One thing I may do instead of adding an air pump into the coco is try to dissolve oxygen in a container of cold water and then water the plant with that. Anyone have any experience with dissolving oxygen into cold water?
 

Duckmang

Member
I tried it when I first started with coco. Didn't really seem to do anything. I'd suspect that this was b/c coco already has such an amazing ability to hold air to start with that the additional supply was redundant.
 

knewbreed

New member
Best way to get oxygen to your roots in Coco is to use either Coco Coir cointainers or Smart pot or gro pots. These are really the only containers that should be used with Coco. Plastic does not give use the correct air exchange and leaves ur coco wet and soggy which is detrimental to roots. Also the size of the container should not be more than 3 gallons. We want a compact root base that is tight not spreadout like in soil. In coco and other hydro media 30% of overall growth is for roots 70% for top plant growth. In soil its completely opposite.

Also the best way to add oxygen to rez is to add a small water pump and have it come up out of the water to and elbow and recirculate to create a waterfall effect this will add oxygen more efficiantly to ur rez. Using an air stone, think about it, the bubbles float to top of the water and pop when they reach the top, the oxygen NEVER gets into the water in the rez it just goes into the air.

Also if your using canna as ur nutirent base a air pump with a stone will seperate your nutirents, I learned this the hard way lol.
 

brobrobro

Member
Best way to get oxygen to your roots in Coco is to use either Coco Coir cointainers or Smart pot or gro pots.

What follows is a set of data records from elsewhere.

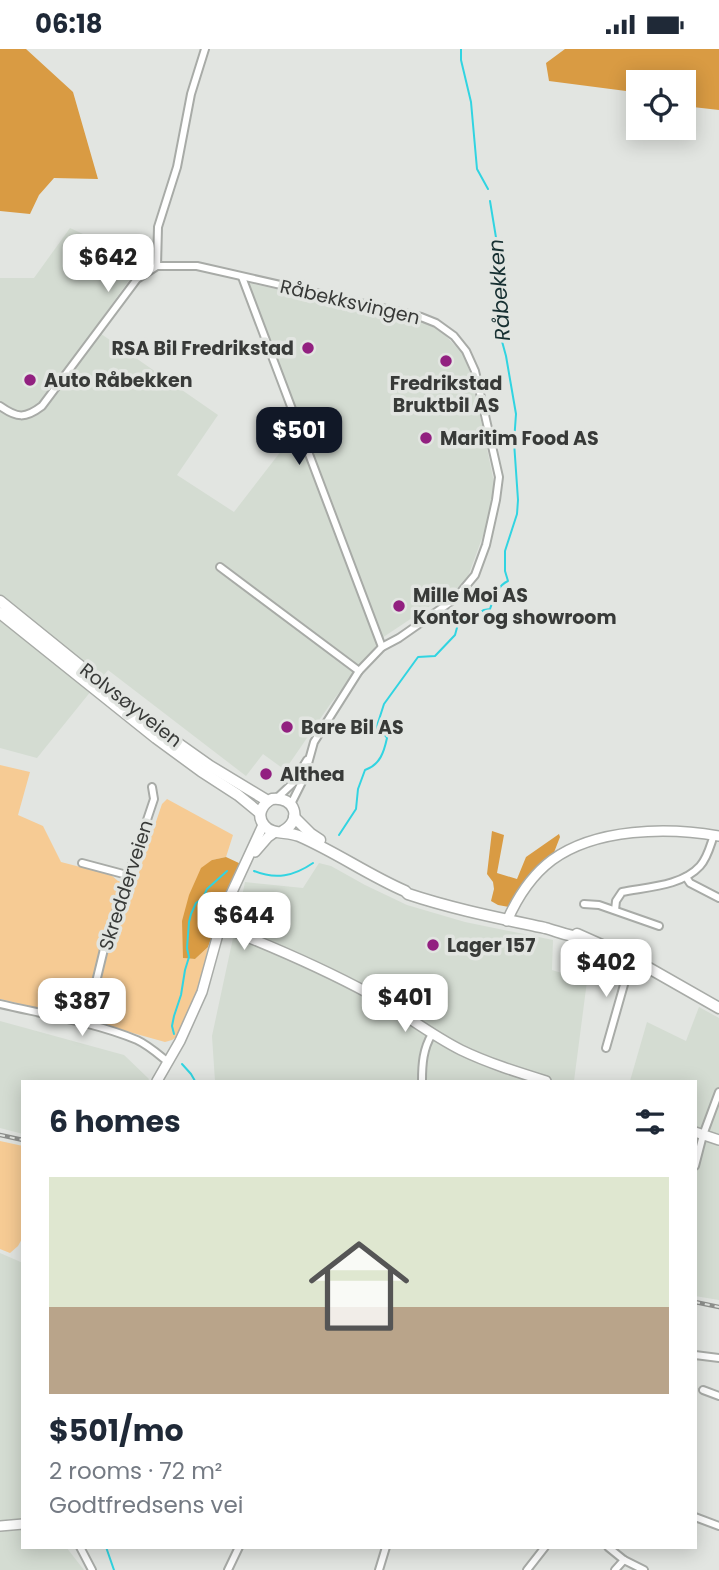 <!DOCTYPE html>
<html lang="en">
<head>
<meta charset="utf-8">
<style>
	:root { --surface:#fff; --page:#f2f2f3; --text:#1f2937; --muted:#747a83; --accent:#111827 }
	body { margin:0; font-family:Poppins,sans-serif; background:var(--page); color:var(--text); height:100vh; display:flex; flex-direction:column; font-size:26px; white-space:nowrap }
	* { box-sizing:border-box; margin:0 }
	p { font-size:23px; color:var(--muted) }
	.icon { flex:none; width:38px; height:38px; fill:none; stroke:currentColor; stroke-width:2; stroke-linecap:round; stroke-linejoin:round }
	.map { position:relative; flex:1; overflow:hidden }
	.side { position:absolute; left:21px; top:1031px; width:676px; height:469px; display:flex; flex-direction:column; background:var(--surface); border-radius:0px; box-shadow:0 4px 18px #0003 }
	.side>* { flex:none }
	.buttons { position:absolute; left:626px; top:21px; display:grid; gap:14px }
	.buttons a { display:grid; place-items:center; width:70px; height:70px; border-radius:0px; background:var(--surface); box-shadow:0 4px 18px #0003; font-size:35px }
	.price { position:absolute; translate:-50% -60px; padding:0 16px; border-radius:14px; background:#fff; color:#222; font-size:23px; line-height:46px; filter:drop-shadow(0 2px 4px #0008) }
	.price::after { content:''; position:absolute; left:50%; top:42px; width:21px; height:16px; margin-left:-10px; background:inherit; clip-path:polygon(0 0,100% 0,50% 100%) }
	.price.selected { background:var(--accent); color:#fff }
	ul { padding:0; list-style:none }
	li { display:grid; align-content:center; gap:14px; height:371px; padding:0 28px }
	li span { display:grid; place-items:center; height:217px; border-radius:0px; color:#555 }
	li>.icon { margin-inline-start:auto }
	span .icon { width:126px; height:126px; fill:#fffc; stroke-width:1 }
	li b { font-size:30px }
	h2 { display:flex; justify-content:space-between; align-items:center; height:84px; padding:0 28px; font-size:30px }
	.status { display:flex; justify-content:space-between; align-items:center; height:49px; padding:0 35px; background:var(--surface); direction:ltr }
	.status svg { height:19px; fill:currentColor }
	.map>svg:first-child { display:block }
</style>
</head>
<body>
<div class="status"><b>06:18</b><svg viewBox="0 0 49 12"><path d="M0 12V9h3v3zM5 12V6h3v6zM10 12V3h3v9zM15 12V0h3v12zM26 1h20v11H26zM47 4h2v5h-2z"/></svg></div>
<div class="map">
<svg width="719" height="1521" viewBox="0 0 719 1521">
	<rect width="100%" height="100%" fill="#e2e5e1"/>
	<g fill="#d4dcd2">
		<polygon points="70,179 135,209 135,223 94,280 218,366 177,426 234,463 302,375 248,234 418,270 442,283 463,305 473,332 497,448 466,533 382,589 331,654 285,721 263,705 246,727 108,621 37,709 0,699 0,229 34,229"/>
		<polygon points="319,814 331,817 365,836 407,856 465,873 553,891 552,921 587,932 574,1032 215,1032 212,987 245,833 303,839"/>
		<polygon points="699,958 719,969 719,1251 695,1247 695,1032 630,1032 647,973 686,992"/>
		<polygon points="0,972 124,1006 149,1030 148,1032 23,1032 23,1085 0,1079"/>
		<polygon points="0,1204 23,1214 23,1498 66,1498 84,1521 0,1521"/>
	</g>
	<g fill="#f6cb94">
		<polygon points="0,716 30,723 18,766 43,777 61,813 111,826 118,832 136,832 162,755 167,750 233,786 226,808 212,811 184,892 183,909 195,910 208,898 198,946 181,984 172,991 165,993 104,976 98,966 82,963 75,968 0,950"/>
		<polygon points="0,1092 23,1097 23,1188 18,1197 10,1204 0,1200"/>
	</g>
	<g fill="#d99b43">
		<polygon points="0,0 26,0 73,43 98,130 54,129 39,146 30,165 0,162"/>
		<polygon points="565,0 719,0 719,61 684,57 684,33 639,33 639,54 626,42 549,32 546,14"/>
		<polygon points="492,782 504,786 497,824 517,830 526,808 559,785 560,788 553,806 537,817 509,858 498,856 491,852 494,840 493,833 487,825"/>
		<polygon points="226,808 241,815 228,842 208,898 195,910 183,909 182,872 189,846 201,819 212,811"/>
	</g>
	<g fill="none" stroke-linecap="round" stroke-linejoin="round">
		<g stroke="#31d4e1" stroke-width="2">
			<polyline points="461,0 461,11 471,53 477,120 488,140"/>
			<path d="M339 786 356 760 358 740 365 721C380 716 384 703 387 689L385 686 377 687 375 683 384 655 418 608 435 607 455 586 458 575 484 561 490 560C494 549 497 537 508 532L505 522V502L517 465 518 451 514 393 516 365 506 307 497 274 501 219 490 152"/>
			<path d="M254 822C276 831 294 827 313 814"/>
			<polyline points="174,985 172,977 174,967 181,946 185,921 189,908 187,899 189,873 191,865 196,854 203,849 207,840 227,822"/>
			<polyline points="182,1015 191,1025 195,1032"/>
			<polyline points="106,1498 114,1521"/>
		</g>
		<g stroke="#a8aba7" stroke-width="10">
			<g id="street">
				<polyline points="157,217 158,178 177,118 191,45 205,0"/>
				<polyline points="242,228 382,598"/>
				<path d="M0 357C17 369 25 370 42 357L137 230 157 217H197L421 268 436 274 454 287 466 302 475 322 499 428 496 451 486 496 475 526 460 544 449 554 399 589 382 598 359 622 314 693 304 729 291 755"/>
				<polyline points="220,518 359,622"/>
				<polyline points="277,749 293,734 307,711"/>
				<polyline points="82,814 127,826"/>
				<polyline points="686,828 690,834 719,849"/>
				<polyline points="584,855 599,856 659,877"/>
				<path d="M615 861 616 852 622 843C647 838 682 837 700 817 708 808 710 797 714 786"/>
				<path d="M0 955C43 965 97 974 137 991 148 996 158 1005 168 1013"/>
				<polyline points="83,975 96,933 105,896 154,750 152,738"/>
				<polyline points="606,999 629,918 633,910"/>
				<path d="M422 1032C422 1015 423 1000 432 985"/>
				<polyline points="695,1117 703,1086 719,1043"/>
				<polyline points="695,1306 719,1309"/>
				<polyline points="703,1341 719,1347"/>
				<polyline points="695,1468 719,1477"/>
				<polyline points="80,1498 92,1521"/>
				<polyline points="608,1498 624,1511 644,1521"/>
				<polyline points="228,1521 239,1498"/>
				<polyline points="379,1521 386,1498"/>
				<polyline points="527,1521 545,1498"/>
				<polyline points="615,1521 624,1511"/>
			</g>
		</g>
		<g stroke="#a8aba7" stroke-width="12">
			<g id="secondary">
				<polyline points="255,803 268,788 275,783"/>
				<path d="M507 872C517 849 532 826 552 811 596 779 667 778 719 787"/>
				<path d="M220 877C271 897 322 919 370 945 401 962 429 985 461 1001 488 1014 517 1023 546 1032"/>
				<polyline points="157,1032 180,992 202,943 226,856 263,776"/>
				<polyline points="695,1083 719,1091"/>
				<polyline points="0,1477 23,1475"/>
			</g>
		</g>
		<g stroke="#a8aba7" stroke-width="13">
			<g id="primary">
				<polyline points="0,552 162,683 210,717 268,752"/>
				<polyline points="0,564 156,689 201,722 238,746 260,764"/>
				<polyline points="294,768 311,785 320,791"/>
				<path d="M283 782C303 771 295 747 272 750 262 755 256 766 264 776 271 786 287 782 299 787 336 803 368 826 405 842L408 845C453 860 499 869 545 879 557 882 569 888 582 888"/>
				<polyline points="577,885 633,910 719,959"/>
			</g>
		</g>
		<use href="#street" stroke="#fff" stroke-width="6"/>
		<use href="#secondary" stroke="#fff" stroke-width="9"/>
		<use href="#primary" stroke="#fff" stroke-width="10"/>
		<g stroke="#8d8f8c" stroke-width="4.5">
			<g id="rail">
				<polyline points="0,1086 23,1091"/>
				<polyline points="695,1253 719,1258"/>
			</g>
		</g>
		<use href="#rail" stroke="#e2e5e1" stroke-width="2" stroke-dasharray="5" stroke-linecap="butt"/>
	</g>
	<g fill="#922080" stroke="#e2e5e1" stroke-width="2.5">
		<circle cx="308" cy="299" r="7"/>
		<circle cx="446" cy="312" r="7"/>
		<circle cx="30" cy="331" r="7"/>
		<circle cx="426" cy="389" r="7"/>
		<circle cx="399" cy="557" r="7"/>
		<circle cx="287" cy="678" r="7"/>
		<circle cx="266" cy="725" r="7"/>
		<circle cx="433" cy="896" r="7"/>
	</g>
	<g text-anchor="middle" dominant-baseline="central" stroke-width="7" stroke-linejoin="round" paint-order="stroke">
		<g font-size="19" fill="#383a38" stroke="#e2e5e1">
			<text transform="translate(350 253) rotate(13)">Råbekksvingen</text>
			<text transform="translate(131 656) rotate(38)">Rolvsøyveien</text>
			<text transform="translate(126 836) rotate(-72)">Skredderveien</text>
		</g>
		<g font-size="19" font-weight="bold" fill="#383a38" stroke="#e2e5e1" text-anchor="start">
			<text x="294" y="299" text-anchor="end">RSA Bil Fredrikstad</text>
			<text x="44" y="331">Auto Råbekken</text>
			<text x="446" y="334" text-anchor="middle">Fredrikstad<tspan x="446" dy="22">Bruktbil AS</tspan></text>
			<text x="440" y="389">Maritim Food AS</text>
			<text x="413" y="546">Mille Moi AS<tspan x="413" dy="22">Kontor og showroom</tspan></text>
			<text x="301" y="678">Bare Bil AS</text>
			<text x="280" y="725">Althea</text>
			<text x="447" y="896">Lager 157</text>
		</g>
		<g font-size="21" font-style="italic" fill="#173032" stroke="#e2e5e1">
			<text transform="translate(499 241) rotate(-94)">Råbekken</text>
		</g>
	</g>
</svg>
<div class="buttons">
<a><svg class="icon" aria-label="locate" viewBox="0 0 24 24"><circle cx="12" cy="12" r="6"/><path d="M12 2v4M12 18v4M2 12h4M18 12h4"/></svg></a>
</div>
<b class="price" style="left:108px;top:245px">$642</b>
<b class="price selected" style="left:299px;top:418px">$501</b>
<b class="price" style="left:244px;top:903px">$644</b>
<b class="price" style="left:606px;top:950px">$402</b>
<b class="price" style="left:405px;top:985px">$401</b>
<b class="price" style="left:82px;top:989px">$387</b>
<section class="side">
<h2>6 homes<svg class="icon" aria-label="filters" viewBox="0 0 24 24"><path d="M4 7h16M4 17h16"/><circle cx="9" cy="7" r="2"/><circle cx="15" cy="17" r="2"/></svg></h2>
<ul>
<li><span style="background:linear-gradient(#dfe7d0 60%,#b9a48a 0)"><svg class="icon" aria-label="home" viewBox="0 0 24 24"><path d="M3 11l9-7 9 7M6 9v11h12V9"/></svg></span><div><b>$501/mo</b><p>2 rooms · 72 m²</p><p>Godtfredsens vei</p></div></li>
</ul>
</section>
</div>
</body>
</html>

These are really the only containers that should be used with Coco. Plastic does not give use the correct air exchange and leaves ur coco wet and soggy which is detrimental to roots. Also the size of the container should not be more than 3 gallons. We want a compact root base that is tight not spreadout like in soil. In coco and other hydro media 30% of overall growth is for roots 70% for top plant growth. In soil its completely opposite.

Also the best way to add oxygen to rez is to add a small water pump and have it come up out of the water to and elbow and recirculate to create a waterfall effect this will add oxygen more efficiantly to ur rez. Using an air stone, think about it, the bubbles float to top of the water and pop when they reach the top, the oxygen NEVER gets into the water in the rez it just goes into the air.

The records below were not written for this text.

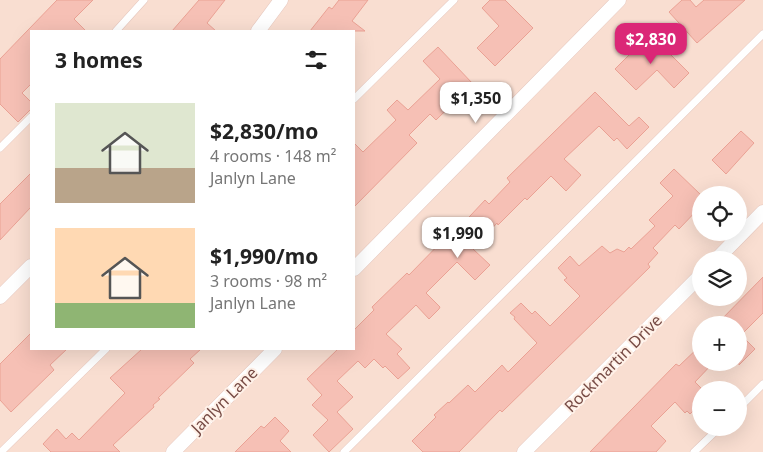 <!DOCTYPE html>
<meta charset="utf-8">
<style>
:root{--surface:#fff;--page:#f2f2f2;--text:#222;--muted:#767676;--accent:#db2777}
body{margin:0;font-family:"Noto Sans",sans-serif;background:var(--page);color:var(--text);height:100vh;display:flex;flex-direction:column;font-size:19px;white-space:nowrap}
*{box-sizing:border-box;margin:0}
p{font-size:16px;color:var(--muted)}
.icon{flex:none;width:28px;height:28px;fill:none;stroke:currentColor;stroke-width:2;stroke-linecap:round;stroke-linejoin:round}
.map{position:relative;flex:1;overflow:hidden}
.side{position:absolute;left:30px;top:30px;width:325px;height:320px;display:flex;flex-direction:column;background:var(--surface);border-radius:0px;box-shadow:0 5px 20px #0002}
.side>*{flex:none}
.tools{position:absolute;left:692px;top:186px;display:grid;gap:10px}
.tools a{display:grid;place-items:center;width:55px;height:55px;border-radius:50%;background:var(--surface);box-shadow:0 5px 20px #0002;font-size:25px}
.price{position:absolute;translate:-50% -42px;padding:0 11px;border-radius:10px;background:#fff;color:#222;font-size:16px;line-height:32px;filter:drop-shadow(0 1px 2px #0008)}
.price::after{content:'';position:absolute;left:50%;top:30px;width:15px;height:11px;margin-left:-8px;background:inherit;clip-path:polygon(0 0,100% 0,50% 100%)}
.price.active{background:var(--accent);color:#fff}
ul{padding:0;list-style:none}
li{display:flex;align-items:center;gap:15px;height:125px;padding:0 25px}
li span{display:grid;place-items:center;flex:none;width:140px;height:100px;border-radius:0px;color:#555}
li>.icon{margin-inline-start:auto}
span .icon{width:60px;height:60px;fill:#fffc;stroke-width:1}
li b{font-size:21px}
h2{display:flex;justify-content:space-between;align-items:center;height:60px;padding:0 25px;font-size:21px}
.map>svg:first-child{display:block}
.residential{fill:#f9ded1;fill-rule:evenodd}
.building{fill:#f6c0b5;stroke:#eaa194}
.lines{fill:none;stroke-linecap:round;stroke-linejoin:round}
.service-casing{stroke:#e5c7be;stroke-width:8}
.minor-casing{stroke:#e5c7be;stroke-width:15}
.service{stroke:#fff;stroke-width:7}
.minor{stroke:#fff;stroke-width:14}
.labels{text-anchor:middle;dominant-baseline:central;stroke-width:4;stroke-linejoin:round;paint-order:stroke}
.street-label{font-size:16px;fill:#774b45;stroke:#fff1e8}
</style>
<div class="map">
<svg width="763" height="452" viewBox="0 0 763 452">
<rect width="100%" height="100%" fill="#feebe0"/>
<path class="residential" d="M0 0H763V452H0ZM31 31H354V349H31ZM701 195H739V232H701ZM701 260H739V298H701ZM701 325H739V362H701ZM701 390H739V428H701Z"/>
<path class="building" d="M57 0H93L74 19 86 31H31V84L22 93 31 102V109L18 122 0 104V59Z
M199 0H225L207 23 216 31H172Z
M339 0H368L352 21 365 31H310L329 7 332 9Z
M490 0H505L533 28 495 66 477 48 499 26 482 8Z
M682 0H690L696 7 704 0H745L697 43 669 12Z
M650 34 689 73 674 88 657 70 636 90 615 69Z
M438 47 473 84 436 120 430 114 409 135 417 143 354 207V143L363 152 396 120 387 110 397 100 408 110 440 79 423 61Z
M595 92 629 126 639 117 649 127 627 149 617 138 614 141 599 126 564 159 581 175 566 191 551 176 527 200 525 198 498 225 497 223 473 249 490 265 475 280 457 262 426 293 440 307 439 309 429 319 416 305 386 334 402 349 397 354 410 368 398 379 385 366 383 368 374 359 365 368 358 361 337 381 353 397 337 412 353 429 329 452 313 435 328 420 312 405 322 395 307 379 338 349H354V330L374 310 372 307 407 273 409 275 454 229 456 231 485 200 489 204 510 182 507 178Z
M741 131 754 143 726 174 712 160Z
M674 169 701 195V206L679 229 675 225 653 248 658 253 648 264 650 267 502 412 500 410 459 452H423L412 441 436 417 434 415 448 402 449 403 468 385 475 392 502 365 508 372 537 343 514 319 515 317 510 313 521 303 532 314 535 311 550 326 580 296 564 280 567 278 558 268 570 256 579 266 602 246 610 253 617 249 624 252 629 247 631 249 655 226 649 220 673 196 660 183Z
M31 173V207L0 240V204Z
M763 277V313L741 335 755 349 739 365V325H716Z
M31 333V349H67L50 365 54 370 11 412 0 400V364Z
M701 345V362H714L695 382 701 388V403L690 414 687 411 685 413 675 402 651 426 666 441 656 452H590L676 364 679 366Z
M142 349H201L190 359 194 363 158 398 160 399 153 405 154 407 113 445 120 452H51L43 444 57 429 66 439 72 433 79 440 125 393 110 378Z
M275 417 289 431 280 441 291 452H235L261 426 264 428Z"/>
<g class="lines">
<defs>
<path id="service" d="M116 31 144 0
M354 99 454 0
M0 148 31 117
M739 408 763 384
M1 452 106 349
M344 452 763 34
M694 452 719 428"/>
<path id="minor" d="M258 31 281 0
M716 260 763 212
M354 269 619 0
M0 297 31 266
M173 452 275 349
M524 452 701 275"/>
</defs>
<use href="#service" class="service-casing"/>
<use href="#minor" class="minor-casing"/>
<use href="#service" class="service"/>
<use href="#minor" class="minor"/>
</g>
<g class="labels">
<g class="street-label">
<text transform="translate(613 363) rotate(-45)">Rockmartin Drive</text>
<text transform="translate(224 400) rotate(-45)">Janlyn Lane</text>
</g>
</g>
</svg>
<div class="tools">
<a><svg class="icon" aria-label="locate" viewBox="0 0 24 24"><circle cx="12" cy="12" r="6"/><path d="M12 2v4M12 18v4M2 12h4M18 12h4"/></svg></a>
<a><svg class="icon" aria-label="layers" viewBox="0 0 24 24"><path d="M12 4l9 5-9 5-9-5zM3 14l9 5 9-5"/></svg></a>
<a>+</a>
<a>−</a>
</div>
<b class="price active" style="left:651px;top:65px">$2,830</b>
<b class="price" style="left:476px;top:124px">$1,350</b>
<b class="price" style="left:458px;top:259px">$1,990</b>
<section class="side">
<h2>3 homes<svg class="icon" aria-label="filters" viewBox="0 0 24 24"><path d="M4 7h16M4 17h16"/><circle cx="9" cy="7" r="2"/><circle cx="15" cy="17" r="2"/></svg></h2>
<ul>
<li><span style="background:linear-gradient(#dfe7d0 65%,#b9a48a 0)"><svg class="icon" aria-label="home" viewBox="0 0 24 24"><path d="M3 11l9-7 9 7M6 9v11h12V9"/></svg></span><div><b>$2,830/mo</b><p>4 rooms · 148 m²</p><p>Janlyn Lane</p></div></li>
<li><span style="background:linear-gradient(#ffd9b3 75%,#8fb573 0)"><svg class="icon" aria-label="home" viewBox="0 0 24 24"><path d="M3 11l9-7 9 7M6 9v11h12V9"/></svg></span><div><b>$1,990/mo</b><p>3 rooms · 98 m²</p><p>Janlyn Lane</p></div></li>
</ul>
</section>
</div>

Also if your using canna as ur nutirent base a air pump with a stone will seperate your nutirents, I learned this the hard way lol.
im using coco in 5 gal plastic pots, will this be a problem?
 

OjoRojo420

Feeling good is good enough.
Veteran
"Best way to get oxygen to your roots in Coco is to use either Coco Coir cointainers or Smart pot or gro pots. These are really the only containers that should be used with Coco. Plastic does not give use the correct air exchange and leaves ur coco wet and soggy which is detrimental to roots."

Very good advice and explains some of my mistakes in the past.

Thank!
 

benzo

Active member
Also if your using canna as ur nutirent base a air pump with a stone will seperate your nutirents, I learned this the hard way lol.

Hey, I have a 18 gallon Rubbermaid container with 10 gallons of mixed GH nutes.

Will my air stones separate the nutrients like you just mentioned?
 

turbolaser4528

Active member
Veteran
Hey, I have a 18 gallon Rubbermaid container with 10 gallons of mixed GH nutes.

Will my air stones separate the nutrients like you just mentioned?

Floranova will definitely be ok with an air pump, regular gh micro/bloom should be 2.

I'm also curious about supplementing oxygen to get the most out of coco as I believe that (lower oxygen levels) is what is keeping Cococoir from being better than hydroponics.

Maybe imlementing some Freedom/Krusty bucket methodology could be of help; insert a wick into pail of coco that goes out bottom of pail into ravenously bubbling nutrient solution.


If my mind serves me right, I believe that highly oxygenated water will be drawn up the wick into the media, thus elevating the O2 levels above 30% in the root zone.


There's gotta be someone doing this already, I know this can be done.